The guidance in this section of the Magenta Book has been revised since the previous edition to clarify that weak designs, where there is no compelling reason to ascribe the outcome to the policy or to eliminate other potential causes, should in general not be reported as impact evaluations. |
9.69 As an example of appropriate reporting, the results of a successful (fictitious) impact evaluation might be stated as follows.
9.70 "The results of the ABC pilot imply that the proportion of pupils achieving five grades A-C at GCSE was increased by 0.7 per cent as a result of the ABC programme. This is after taking into account known differences between participating and non-participating schools, though there remains a possibility that some other differences between the schools could have contributed."
9.71 If a true impact evaluation was not possible, the evaluator should avoid wording like the following:
9.72 "In the year following the nationwide rollout of the XYZ policy, the proportion of pupils achieving five grades A-C at GCSE rose by 1.2 per cent.
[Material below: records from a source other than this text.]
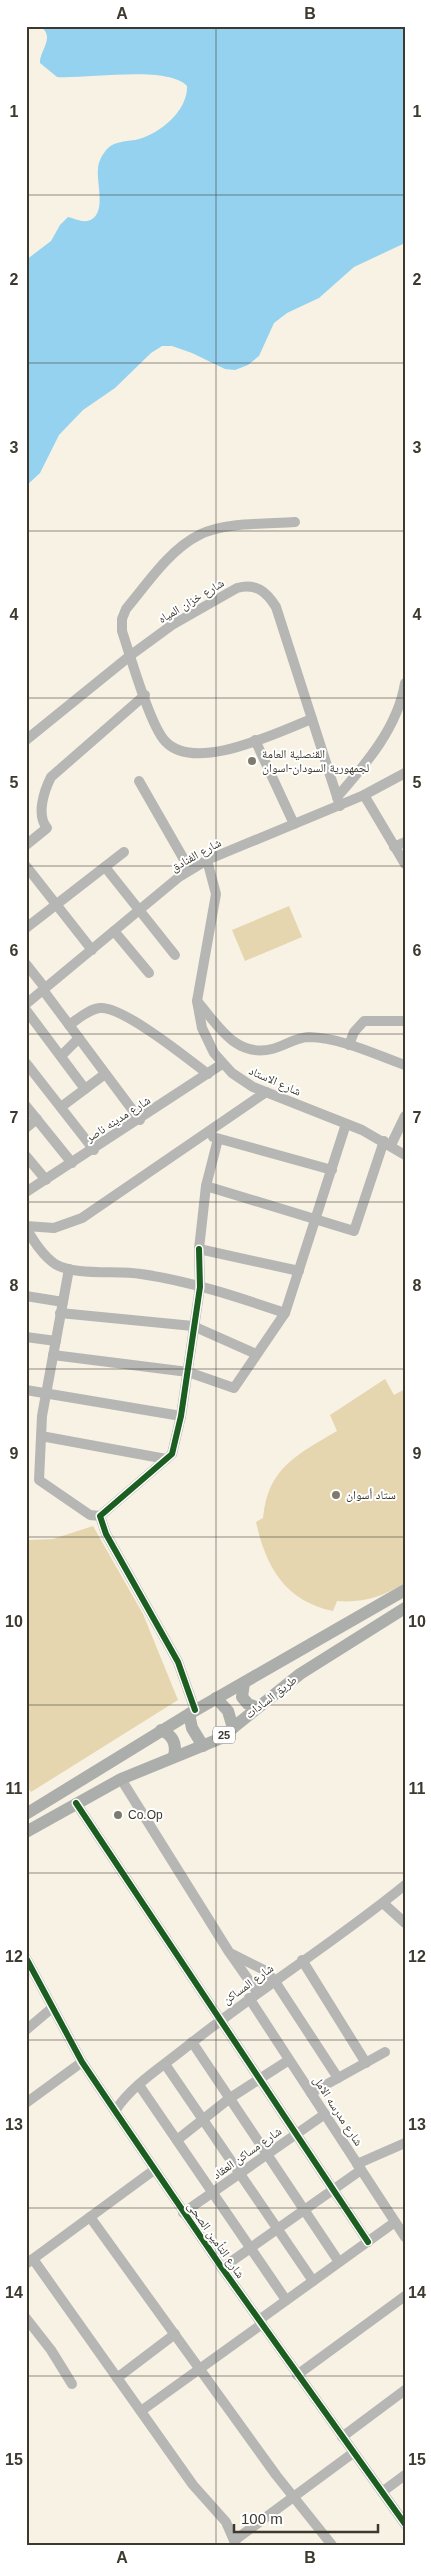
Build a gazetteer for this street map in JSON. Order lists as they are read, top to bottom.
{
  "streets": {
    "main road": ["طريق السادات", "25"],
    "street": [
      "شارع خزان المياه",
      "شارع الفنادق",
      "شارع الاستاد",
      "شارع مدينه ناصر",
      "شارع المساكن",
      "شارع مدرسه الامل",
      "شارع مساكن العقاد",
      "شارع التأمين الصحى"
    ]
  },
  "crossings": [
    ["شارع خزان المياه", "شارع الفنادق"],
    ["شارع الفنادق", "شارع الاستاد"],
    ["شارع الاستاد", "شارع مدينه ناصر"],
    ["شارع المساكن", "شارع مدرسه الامل"],
    ["شارع المساكن", "شارع التأمين الصحى"],
    ["شارع مدرسه الامل", "شارع مساكن العقاد"],
    ["شارع مساكن العقاد", "شارع التأمين الصحى"]
  ],
  "places": ["القنصلية العامة لجمهورية السودان-اسوان", "ستاد أسوان", "Co.Op"],
  "scale_bar": "100 m",
  "grid": {
    "columns": ["A", "B"],
    "rows": [
      "1",
      "2",
      "3",
      "4",
      "5",
      "6",
      "7",
      "8",
      "9",
      "10",
      "11",
      "12",
      "13",
      "14",
      "15"
    ]
  }
}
It is not possible to say for sure whether this was the result of the policy, but the results are encouraging."
9.73 This is bad reporting. There is too much risk of the first sentence being taken out of context. Despite the "caveat", the report seems to want to imply that the XYZ policy caused the improvement. To a casual reader the strength of evidence might seem to be similar for both the ABC pilot and the XYZ policy, when in reality the former is pretty robust but the latter is paper-thin. It is true enough that an increase in attainment is better than a decrease, but in order to regard it as "encouraging" (from the point of view of the XYZ policy) we would require a much wider appreciation in the context of other drivers of change and previous trends.
9.74 If the previous example could be backed up by some qualitative evidence, a more appropriate form of words might be:
9.75 "Although in the year following the nationwide rollout of XYZ policy the proportion of pupils achieving five grades A-C at GCSE rose by 1.2 per cent, this welcome rise was not necessarily caused by the policy. For such a claim to be made with confidence would require an appropriate evaluation that controls for other factors. However, interviews with teachers suggested that the policy had filled a genuine gap for struggling pupils who in previous years might have fallen through the net. It is therefore reasonable to suppose that it has contributed to the 1.2 per cent increase in proportion of grades A-C in the year since it was introduced."
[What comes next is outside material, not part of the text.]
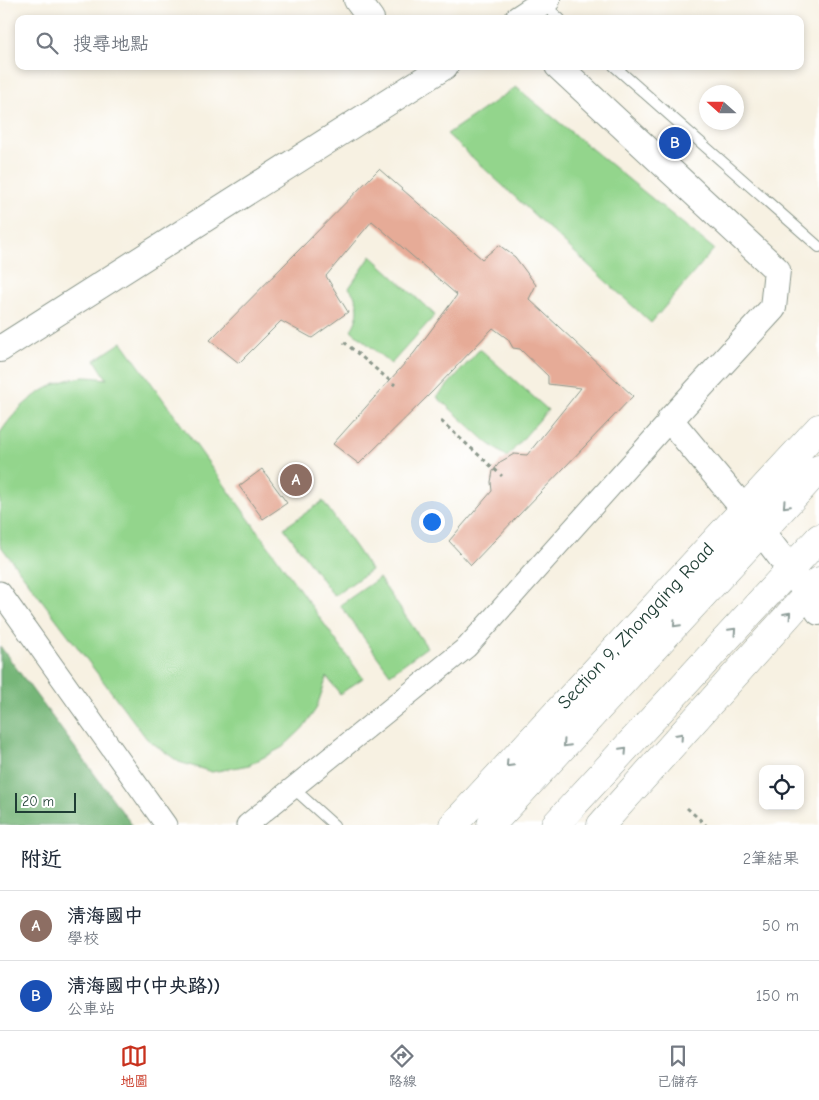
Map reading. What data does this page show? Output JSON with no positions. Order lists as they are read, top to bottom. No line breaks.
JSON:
{"streets":{"main road":["Section 9, Zhongqing Road"]},"scale_bar":"20 m","north":"left","page":{"search":"搜尋地點","pins":["B","A"],"scale":"20 m","heading":["附近","2筆結果"],"list":[{"mark":"A","name":"清海國中","note":"學校","value":"50 m"},{"mark":"B","name":"清海國中(中央路))","note":"公車站","value":"150 m"}],"nav":["地圖","路線","已儲存"]}}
9.76 To conclude, this chapter has described how the evaluator can go beyond merely stating what happened, and report something much more relevant to the policy maker: namely, whether the policy caused it to happen. The rationale for doing the extra work required is that it answers the impact evaluation question, whereas descriptive statistics alone do not. The two types of evidence - descriptions of the situation on the one hand, and impact evaluations on the other - say very different things and need to be reported in correspondingly different ways. The one must not be misrepresented as the other.
___________________________________________________________________
22 The "common support" consists of those members of the treatment and comparison groups who can be matched to each other. It is discussed in more detail in the supplementary guidance.